Upon closing of the New Fork acquisition Messrs. Bojtos and Helgeson resigned as officers and directors of the Company and Messrs. Baughman and Schifrin were appointed to the Board. Mr. Baughman was also appointed Chairman of the Board, President and Chief Executive Officer. The following table sets forth information regarding the directors and executive officers of the Company.
| | |
| | |
Name | Age | Position |
| | |
James G. Baughman | 55 | Director |
| | Chairman, President & CEO |
| | |
James M. Seed | 71 | Director |
| | |
Gregory Schifrin | 53 | Director |
| | |
William Rapaglia | 65 | Director |
All of the directors have been elected for a term of one year or until a successor is elected. Directors are subject to election annually by the shareholders. Directors are elected by a simple majority of the shareholders.

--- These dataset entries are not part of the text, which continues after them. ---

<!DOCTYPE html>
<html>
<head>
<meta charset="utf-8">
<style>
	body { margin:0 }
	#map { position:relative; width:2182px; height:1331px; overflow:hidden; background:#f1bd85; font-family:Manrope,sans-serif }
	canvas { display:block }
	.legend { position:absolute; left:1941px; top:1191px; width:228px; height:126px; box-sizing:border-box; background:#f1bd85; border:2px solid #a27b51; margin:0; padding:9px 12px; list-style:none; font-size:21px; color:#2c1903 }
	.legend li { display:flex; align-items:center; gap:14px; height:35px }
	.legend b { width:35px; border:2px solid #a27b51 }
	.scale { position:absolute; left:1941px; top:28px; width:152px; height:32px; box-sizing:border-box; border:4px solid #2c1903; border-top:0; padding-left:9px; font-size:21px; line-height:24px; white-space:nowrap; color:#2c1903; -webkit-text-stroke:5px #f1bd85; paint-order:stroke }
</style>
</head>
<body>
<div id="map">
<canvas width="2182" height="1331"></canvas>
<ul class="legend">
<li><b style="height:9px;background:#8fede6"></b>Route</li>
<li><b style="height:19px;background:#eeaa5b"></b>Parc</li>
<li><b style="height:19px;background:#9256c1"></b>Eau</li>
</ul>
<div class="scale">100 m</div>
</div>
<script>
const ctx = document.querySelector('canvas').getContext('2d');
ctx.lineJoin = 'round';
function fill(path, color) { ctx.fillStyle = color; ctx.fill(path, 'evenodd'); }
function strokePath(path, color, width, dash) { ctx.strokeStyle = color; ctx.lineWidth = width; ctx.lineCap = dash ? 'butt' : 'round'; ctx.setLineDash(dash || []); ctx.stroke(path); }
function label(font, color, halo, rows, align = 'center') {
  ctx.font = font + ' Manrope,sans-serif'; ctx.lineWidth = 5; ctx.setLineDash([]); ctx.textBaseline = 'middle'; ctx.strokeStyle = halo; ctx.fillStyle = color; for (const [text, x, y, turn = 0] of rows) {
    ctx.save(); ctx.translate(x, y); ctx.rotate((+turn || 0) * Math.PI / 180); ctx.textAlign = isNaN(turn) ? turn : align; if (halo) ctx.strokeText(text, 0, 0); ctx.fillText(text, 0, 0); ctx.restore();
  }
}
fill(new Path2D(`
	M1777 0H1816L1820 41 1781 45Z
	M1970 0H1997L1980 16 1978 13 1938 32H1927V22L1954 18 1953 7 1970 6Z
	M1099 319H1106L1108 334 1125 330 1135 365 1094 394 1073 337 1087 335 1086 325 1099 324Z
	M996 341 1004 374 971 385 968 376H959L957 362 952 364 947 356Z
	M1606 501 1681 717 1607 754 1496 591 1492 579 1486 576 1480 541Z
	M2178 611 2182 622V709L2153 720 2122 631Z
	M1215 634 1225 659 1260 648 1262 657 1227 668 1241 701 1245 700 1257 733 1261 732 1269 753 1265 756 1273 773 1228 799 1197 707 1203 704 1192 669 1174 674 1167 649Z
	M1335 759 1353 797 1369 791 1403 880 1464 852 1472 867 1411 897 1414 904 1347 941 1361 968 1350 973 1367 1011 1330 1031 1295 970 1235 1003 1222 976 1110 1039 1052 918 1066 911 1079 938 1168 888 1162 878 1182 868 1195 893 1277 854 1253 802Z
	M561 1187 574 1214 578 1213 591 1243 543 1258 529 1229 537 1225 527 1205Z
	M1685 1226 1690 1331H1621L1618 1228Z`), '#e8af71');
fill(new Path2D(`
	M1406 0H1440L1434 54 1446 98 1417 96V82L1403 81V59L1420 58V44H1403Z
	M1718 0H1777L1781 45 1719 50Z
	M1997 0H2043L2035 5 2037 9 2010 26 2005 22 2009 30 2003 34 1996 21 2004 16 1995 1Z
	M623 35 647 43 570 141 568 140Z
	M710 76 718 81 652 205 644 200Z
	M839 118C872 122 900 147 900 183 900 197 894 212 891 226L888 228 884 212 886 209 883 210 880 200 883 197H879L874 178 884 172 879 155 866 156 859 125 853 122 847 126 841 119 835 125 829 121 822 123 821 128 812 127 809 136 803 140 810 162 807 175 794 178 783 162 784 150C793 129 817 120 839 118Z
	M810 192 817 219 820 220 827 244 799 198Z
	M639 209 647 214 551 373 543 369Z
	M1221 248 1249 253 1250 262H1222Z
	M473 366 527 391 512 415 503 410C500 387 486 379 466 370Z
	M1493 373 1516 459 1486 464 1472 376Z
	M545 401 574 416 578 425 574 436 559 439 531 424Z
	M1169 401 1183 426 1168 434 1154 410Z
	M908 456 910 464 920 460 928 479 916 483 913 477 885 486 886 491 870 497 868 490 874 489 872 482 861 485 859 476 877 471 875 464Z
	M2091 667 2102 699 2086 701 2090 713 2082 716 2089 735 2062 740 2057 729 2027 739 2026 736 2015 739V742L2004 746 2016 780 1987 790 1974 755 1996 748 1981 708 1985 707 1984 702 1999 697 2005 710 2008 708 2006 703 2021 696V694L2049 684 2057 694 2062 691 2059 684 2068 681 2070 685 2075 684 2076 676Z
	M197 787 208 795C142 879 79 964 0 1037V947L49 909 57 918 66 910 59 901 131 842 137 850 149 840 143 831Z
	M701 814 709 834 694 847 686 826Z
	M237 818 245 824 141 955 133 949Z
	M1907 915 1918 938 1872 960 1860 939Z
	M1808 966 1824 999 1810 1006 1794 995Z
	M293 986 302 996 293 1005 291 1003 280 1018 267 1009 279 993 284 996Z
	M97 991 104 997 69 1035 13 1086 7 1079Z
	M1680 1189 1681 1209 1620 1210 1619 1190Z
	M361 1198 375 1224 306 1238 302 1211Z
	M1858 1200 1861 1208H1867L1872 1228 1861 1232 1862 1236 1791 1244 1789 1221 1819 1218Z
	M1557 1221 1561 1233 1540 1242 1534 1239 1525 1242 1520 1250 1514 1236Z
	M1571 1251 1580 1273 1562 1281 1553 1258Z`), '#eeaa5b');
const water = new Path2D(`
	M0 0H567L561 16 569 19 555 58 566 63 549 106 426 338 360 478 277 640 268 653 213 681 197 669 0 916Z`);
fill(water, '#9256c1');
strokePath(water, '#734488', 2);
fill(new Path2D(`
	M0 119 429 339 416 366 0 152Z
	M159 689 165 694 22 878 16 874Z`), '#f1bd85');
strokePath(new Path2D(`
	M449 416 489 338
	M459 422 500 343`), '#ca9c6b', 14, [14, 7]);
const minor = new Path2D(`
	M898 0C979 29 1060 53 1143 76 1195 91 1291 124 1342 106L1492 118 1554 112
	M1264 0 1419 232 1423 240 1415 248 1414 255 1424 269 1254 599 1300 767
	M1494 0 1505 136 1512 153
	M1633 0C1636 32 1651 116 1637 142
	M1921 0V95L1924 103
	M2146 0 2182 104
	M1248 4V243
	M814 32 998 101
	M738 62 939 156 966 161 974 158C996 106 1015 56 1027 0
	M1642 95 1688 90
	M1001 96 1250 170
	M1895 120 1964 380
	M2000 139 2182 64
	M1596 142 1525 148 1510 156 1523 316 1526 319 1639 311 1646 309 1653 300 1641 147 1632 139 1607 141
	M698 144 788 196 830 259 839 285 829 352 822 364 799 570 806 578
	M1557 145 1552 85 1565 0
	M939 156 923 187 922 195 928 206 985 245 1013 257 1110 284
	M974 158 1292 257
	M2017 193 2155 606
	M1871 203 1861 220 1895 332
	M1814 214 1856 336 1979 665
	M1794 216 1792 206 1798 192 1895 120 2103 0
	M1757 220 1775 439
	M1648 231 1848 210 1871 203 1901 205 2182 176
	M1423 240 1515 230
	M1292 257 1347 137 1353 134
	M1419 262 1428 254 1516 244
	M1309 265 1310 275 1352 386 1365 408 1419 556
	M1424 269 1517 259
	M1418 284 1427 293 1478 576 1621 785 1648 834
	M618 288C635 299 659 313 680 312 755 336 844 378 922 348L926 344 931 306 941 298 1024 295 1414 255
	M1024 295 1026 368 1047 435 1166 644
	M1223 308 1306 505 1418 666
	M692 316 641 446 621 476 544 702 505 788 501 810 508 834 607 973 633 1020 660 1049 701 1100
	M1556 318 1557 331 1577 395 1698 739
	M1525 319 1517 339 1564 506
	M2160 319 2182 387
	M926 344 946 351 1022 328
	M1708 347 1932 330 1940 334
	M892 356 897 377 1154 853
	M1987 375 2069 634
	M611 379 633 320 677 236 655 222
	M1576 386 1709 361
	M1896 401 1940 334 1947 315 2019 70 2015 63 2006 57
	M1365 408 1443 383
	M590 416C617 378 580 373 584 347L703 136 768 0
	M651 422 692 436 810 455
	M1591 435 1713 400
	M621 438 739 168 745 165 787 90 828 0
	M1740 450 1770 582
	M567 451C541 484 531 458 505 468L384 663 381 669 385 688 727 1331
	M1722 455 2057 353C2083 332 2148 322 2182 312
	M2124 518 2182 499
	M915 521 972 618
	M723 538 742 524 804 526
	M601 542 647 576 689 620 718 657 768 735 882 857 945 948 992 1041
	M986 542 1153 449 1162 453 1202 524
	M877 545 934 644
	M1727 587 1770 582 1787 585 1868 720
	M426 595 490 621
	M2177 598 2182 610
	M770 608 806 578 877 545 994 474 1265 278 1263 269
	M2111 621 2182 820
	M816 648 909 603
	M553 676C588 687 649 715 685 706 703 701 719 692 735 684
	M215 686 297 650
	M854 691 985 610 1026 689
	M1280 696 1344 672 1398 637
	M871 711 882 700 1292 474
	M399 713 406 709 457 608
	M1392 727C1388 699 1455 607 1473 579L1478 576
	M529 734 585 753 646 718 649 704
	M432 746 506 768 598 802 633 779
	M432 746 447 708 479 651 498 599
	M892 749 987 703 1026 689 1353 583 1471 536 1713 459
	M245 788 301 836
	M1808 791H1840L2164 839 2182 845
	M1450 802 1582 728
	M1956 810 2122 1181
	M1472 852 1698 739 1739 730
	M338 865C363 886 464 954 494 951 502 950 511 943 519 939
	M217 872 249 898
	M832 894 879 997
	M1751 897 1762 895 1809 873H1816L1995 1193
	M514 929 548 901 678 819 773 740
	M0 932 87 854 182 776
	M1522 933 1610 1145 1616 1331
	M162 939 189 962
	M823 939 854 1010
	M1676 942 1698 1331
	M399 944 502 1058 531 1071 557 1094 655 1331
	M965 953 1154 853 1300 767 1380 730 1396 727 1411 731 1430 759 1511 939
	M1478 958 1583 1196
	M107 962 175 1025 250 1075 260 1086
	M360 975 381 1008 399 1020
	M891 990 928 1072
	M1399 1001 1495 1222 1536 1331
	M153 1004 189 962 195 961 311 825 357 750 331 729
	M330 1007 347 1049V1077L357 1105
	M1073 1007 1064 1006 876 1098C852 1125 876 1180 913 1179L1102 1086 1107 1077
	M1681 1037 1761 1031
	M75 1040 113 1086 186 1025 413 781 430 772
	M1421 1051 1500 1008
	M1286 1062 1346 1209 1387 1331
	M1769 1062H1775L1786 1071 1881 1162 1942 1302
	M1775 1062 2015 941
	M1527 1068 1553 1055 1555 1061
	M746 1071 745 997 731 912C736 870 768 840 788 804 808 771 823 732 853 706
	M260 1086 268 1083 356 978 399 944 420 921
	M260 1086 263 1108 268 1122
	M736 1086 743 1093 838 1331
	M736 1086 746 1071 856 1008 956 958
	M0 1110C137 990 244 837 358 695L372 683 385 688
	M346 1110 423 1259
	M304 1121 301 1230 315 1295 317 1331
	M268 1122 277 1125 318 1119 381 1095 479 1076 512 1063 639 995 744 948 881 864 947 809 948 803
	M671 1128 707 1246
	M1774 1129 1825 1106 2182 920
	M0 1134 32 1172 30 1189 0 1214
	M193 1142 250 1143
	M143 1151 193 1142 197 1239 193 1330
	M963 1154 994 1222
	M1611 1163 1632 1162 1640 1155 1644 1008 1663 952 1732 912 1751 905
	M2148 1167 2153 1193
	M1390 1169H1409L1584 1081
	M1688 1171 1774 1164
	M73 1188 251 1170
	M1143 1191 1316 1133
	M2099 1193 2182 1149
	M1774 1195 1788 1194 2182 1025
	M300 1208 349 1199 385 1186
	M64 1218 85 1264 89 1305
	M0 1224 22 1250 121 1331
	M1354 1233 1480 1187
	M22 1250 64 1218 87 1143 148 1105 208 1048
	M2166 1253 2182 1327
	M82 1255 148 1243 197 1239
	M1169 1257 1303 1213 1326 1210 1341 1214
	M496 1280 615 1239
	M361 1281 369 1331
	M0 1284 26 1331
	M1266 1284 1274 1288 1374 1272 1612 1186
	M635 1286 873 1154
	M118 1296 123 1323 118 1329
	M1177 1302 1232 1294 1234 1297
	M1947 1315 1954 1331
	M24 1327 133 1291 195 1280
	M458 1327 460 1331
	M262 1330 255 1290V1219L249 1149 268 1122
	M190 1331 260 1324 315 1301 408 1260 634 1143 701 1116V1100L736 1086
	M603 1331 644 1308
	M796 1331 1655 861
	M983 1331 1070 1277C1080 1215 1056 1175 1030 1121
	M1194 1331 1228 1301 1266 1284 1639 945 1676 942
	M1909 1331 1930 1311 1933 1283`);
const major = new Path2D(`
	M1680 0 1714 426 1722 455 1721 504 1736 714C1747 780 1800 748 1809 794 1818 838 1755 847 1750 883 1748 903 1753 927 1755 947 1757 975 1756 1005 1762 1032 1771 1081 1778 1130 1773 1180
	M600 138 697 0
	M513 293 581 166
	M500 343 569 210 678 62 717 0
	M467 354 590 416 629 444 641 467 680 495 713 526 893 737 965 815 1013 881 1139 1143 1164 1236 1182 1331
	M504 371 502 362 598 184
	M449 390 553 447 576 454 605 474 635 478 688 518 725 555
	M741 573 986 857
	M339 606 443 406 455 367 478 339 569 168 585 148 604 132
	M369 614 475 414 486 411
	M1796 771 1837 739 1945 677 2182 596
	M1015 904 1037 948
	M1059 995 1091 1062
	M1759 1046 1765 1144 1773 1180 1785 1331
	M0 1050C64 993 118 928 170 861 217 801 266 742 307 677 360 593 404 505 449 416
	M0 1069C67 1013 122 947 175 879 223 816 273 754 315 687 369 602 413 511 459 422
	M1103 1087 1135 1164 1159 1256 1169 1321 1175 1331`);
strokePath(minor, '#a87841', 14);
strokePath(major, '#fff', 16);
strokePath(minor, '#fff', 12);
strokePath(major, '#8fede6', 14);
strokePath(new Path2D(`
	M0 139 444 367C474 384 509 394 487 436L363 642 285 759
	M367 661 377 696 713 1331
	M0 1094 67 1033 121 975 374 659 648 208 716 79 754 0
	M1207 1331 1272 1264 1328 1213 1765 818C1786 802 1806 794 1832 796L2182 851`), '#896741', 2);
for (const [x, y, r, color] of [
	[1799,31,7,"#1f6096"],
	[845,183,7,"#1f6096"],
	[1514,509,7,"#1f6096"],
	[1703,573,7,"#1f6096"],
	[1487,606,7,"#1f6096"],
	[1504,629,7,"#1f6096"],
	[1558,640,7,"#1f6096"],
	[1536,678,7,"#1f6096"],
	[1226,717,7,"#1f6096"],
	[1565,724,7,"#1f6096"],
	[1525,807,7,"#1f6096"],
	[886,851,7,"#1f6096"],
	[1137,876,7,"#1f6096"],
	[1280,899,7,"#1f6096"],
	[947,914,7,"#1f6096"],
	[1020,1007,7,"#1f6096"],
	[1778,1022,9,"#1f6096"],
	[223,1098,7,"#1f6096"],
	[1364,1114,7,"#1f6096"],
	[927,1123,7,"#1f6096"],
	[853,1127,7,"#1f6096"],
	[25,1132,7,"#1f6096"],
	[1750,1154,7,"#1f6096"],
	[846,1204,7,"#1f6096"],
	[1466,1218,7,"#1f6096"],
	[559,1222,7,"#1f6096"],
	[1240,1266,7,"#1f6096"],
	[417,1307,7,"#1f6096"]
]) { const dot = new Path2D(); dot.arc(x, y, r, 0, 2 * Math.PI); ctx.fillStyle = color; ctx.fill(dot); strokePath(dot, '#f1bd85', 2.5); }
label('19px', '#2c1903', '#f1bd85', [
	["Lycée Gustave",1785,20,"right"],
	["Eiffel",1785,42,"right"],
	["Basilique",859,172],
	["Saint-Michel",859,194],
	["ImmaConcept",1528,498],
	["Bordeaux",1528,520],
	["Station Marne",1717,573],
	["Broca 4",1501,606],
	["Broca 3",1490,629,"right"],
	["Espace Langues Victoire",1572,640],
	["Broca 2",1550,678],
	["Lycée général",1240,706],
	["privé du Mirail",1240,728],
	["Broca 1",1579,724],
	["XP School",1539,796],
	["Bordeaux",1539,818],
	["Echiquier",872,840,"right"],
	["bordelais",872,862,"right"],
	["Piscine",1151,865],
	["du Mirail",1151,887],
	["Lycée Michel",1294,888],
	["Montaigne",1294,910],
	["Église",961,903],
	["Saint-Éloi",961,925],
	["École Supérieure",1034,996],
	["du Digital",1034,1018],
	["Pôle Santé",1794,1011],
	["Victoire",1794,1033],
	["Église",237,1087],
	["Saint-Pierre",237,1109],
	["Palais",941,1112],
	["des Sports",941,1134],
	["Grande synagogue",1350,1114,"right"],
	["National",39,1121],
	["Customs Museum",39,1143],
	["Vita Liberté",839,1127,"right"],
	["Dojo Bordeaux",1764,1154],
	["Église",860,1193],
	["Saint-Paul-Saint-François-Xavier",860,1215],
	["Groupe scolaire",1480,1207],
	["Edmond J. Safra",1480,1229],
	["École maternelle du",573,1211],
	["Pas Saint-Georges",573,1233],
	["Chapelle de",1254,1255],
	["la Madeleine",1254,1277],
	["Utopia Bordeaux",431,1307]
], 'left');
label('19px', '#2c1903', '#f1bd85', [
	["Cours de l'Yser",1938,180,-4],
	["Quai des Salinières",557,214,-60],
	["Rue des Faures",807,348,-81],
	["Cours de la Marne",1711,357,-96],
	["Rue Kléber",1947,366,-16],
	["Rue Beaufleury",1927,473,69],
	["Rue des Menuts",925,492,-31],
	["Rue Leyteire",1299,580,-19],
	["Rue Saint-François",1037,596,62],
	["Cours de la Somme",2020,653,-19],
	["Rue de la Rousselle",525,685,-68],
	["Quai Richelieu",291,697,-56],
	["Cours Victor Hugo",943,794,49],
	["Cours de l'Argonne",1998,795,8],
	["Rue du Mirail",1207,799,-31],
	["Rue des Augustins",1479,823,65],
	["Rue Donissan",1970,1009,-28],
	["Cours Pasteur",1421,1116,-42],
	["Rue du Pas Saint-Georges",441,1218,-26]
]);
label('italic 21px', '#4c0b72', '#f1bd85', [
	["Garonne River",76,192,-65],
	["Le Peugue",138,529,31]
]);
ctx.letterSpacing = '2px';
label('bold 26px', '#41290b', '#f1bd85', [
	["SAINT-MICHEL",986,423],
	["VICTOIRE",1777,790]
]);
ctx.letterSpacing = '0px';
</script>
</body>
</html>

The position of Chief Financial Officer has been vacant since the resignation of Ms. Michele Wood on April 13, 1998. The duties of the CFO are fulfilled by other Company executives and contract accountants. The Audit Committee is composed of Messrs. Rapaglia, Schifrin and Seed who are all independent directors. Each of these directors is financially literate but none of them is a financial expert.
There are no family relationships by blood, marriage or adoption among any of the officers or significant employees of the Company.
JAMES G. BAUGHMAN
Mr. Baughman has worked as a geologist for more than 25 years in mining operations and mineral exploration projects for precious, base metals, and uranium and in 2010 founded, and was President of, New Fork Uranium Corp. Mr. Baughman has provided technical services and project management for a number of major and junior mining companies.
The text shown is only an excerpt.